"La Flèche brisée", western réalisé en 1950 par Delmer Daves, est inspiré d'une histoire vraie. Le scénario est tiré d'un roman racontant les nombreuses aventures d'un éclaireur Tom Jeffords, en particulier son amitié avec le chef Apache Cochise et sa contribution à la paix entre Apaches et Blancs.
Au début du film, Tom Jeffords, chercheur d'or en Arizona, rencontre par hasard un jeune Apache blessé et démuni et le soigne. Une fois la relation de confiance établie, il surprend le jeune indien dire "Ma mère doit me pleurer". Et Tom Jeffords réalise "qu'il n'avait jamais imaginé qu'une femme Apache puisse pleurer son fils" et avait jusqu'alors toujours pensé "qu'un Apache n'était qu'une bête sauvage".
Dès lors, le ton est donné dans le film pour la reconnaissance d'une communauté humaine, différente des communautés des pionniers, avec leurs valeurs et leurs traditions équivalentes.
Delmer Daves connaissait bien les Apaches chez qui il avait vécu dans son jeune temps quelques mois et avait à cœur de faire partager son respect pour ce peuple. Et dans "la flèche brisée", il s'est efforcé de montrer directement le point de vue des indiens et non le point de vue des blancs sur les indiens.
Il est un peu abusif de dire que ce western est le premier western pro-indien car plusieurs cinéastes dont Ford ou même Griffith avaient déjà sérieusement amorcé la tendance ; disons que Delmer Daves va consacrer dans son film une part plus importante à détailler le mode de vie et les traditions des indiens.
Il n'y a aucun manichéisme dans le film qui va exprimer le fait qu'il y a des gens biens et des salauds dans chacune des communautés.
Le choix de Delmer Daves de faire parler anglais à tous les personnages avec le même niveau de précision est délibéré car en 1950, il fallait que le film soit parfaitement accessible à tous. A ce sujet ,Bertrand Tavernier parle de "licence poétique" et argue qu'après tout, "Roméo et Juliette ne parlent pas italien chez Shakespeare ou bien encore que Hamlet n'est pas toujours danois."
Coté interprétation, James Stewart joue le personnage de Tom Jeffords. C'est une période clé dans la carrière de Stewart qui laisse les comédies (en particulier avec Franck Capra) pour des films plus dramatiques avec Delmer Daves mais aussi avec Anthony Mann et Hitchcock. Son jeu mesuré avec ses colères spontanées, contre l'injustice par exemple, sont sa marque de fabrique.

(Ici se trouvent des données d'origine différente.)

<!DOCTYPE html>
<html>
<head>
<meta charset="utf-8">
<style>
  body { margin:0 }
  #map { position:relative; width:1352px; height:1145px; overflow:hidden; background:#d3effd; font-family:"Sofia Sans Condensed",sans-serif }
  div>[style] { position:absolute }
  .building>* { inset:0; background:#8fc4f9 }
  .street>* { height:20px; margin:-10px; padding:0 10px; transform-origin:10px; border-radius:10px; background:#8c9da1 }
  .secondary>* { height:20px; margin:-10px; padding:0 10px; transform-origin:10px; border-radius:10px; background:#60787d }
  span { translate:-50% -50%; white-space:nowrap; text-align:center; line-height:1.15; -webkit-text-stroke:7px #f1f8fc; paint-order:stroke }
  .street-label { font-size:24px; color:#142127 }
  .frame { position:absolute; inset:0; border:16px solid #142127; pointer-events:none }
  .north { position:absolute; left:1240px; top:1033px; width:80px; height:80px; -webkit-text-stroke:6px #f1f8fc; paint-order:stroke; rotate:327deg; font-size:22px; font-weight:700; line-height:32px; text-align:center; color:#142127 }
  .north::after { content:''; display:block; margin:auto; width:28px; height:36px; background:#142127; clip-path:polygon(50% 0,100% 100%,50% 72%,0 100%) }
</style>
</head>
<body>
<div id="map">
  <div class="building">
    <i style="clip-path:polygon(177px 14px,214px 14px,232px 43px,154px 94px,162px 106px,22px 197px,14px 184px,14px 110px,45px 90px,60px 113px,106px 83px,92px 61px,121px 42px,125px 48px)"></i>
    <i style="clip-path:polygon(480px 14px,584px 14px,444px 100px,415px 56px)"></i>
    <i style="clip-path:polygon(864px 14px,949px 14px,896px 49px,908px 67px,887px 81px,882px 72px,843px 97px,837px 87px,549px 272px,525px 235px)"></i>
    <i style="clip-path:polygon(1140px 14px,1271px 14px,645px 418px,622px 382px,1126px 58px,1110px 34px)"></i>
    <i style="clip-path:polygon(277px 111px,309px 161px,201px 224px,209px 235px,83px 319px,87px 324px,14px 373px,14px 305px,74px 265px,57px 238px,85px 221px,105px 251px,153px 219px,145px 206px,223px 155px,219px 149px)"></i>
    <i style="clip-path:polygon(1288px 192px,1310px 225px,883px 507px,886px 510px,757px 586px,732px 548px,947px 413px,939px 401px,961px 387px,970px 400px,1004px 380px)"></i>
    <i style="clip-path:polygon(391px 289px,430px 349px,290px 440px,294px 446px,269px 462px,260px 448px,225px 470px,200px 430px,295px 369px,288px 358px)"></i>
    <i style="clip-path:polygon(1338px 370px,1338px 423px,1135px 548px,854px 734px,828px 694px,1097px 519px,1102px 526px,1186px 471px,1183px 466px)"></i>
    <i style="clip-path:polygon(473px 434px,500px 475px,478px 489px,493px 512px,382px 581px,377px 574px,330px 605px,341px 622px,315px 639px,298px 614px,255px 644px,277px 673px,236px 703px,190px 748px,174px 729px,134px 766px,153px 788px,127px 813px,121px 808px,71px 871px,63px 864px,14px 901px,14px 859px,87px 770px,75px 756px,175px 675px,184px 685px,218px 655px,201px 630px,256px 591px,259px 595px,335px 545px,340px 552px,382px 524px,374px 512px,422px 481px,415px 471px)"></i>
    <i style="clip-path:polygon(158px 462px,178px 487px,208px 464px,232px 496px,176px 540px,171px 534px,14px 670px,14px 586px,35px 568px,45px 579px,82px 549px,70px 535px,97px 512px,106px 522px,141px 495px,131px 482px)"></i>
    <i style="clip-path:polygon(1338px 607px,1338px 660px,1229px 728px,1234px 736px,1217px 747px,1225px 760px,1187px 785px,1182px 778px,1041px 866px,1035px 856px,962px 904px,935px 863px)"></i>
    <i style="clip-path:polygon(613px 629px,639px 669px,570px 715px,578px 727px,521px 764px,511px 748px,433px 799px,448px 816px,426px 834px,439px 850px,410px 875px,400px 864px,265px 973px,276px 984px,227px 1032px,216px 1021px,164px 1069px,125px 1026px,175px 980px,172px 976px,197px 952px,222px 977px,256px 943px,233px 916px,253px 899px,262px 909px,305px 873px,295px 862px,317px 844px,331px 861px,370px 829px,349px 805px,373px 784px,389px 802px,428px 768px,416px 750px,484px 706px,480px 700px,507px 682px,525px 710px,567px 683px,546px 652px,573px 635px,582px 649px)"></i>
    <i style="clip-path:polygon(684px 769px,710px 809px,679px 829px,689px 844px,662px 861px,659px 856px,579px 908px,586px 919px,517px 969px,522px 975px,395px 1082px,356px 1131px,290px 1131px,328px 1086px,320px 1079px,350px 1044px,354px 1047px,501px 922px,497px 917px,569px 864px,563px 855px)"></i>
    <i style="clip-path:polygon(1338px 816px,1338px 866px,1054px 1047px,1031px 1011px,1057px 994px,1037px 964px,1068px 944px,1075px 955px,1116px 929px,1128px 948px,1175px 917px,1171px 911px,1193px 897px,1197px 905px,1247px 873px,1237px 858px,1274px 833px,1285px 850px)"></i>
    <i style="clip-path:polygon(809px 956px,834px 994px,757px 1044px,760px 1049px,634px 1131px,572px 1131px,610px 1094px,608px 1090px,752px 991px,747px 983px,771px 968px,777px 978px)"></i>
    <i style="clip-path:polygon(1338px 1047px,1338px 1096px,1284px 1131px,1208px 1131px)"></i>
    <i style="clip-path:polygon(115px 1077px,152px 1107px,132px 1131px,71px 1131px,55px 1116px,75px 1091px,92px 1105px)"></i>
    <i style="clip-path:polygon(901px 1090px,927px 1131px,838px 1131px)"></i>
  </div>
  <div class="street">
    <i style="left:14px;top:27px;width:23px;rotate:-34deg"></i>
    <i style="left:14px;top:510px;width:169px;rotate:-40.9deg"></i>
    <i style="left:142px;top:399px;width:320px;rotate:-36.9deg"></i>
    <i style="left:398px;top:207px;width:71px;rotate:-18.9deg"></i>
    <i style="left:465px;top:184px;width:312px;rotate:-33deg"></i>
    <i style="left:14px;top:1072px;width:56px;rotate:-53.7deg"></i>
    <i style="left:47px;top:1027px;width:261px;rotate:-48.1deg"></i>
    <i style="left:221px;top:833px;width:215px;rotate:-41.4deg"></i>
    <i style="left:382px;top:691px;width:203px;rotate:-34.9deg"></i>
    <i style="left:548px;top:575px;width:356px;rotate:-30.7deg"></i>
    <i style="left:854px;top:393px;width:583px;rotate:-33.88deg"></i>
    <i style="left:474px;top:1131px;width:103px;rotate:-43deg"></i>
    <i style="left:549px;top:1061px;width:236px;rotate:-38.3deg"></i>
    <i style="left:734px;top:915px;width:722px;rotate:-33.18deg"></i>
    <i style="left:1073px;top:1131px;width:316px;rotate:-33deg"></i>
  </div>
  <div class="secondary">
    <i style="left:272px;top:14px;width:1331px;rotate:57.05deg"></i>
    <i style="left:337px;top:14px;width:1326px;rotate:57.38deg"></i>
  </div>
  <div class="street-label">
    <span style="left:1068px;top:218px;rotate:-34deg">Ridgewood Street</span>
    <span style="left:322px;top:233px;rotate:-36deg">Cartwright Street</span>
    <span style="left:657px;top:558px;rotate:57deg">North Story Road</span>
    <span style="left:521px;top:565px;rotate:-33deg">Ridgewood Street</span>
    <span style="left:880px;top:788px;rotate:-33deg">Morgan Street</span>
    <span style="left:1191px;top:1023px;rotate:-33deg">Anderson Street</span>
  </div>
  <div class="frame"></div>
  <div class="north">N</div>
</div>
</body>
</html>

Jeff Chandler tient le rôle de Cochise. Ce rôle, il le tiendra à nouveau dans plusieurs westerns dont en particulier "Taza, fils de Cochise". Dans le film il incarne une force morale avec beaucoup d'efficacité et de conviction.
Quant à Debra Paget, la beauté brune d'Hollywood, elle joue ici le rôle de la jeune indienne Sonseeahray dont Tom Jeffords sera amoureux et avec qui elle se mariera. D'abord, il faut dire que Delmer Daves accorde très souvent dans ses films une place prépondérante aux personnages féminins. Au delà de l'idée essentielle de tolérance entre les peuples, cela permet à Delmer Daves de développer un autre aspect des coutumes et rites indiens.
Les scènes au bord de la rivière avec le jeu du miroir sont très délicatement jouées et carrément sublimes.
Au final, "la flèche brisée" est un western majeur dans la filmographie de Delmer Daves qui a voulu faire de la pédagogie sur la nécessité de reconnaître la place de la nation indienne dans la société américaine. C'est aussi une magnifique histoire d'amour entre un blanc et une indienne.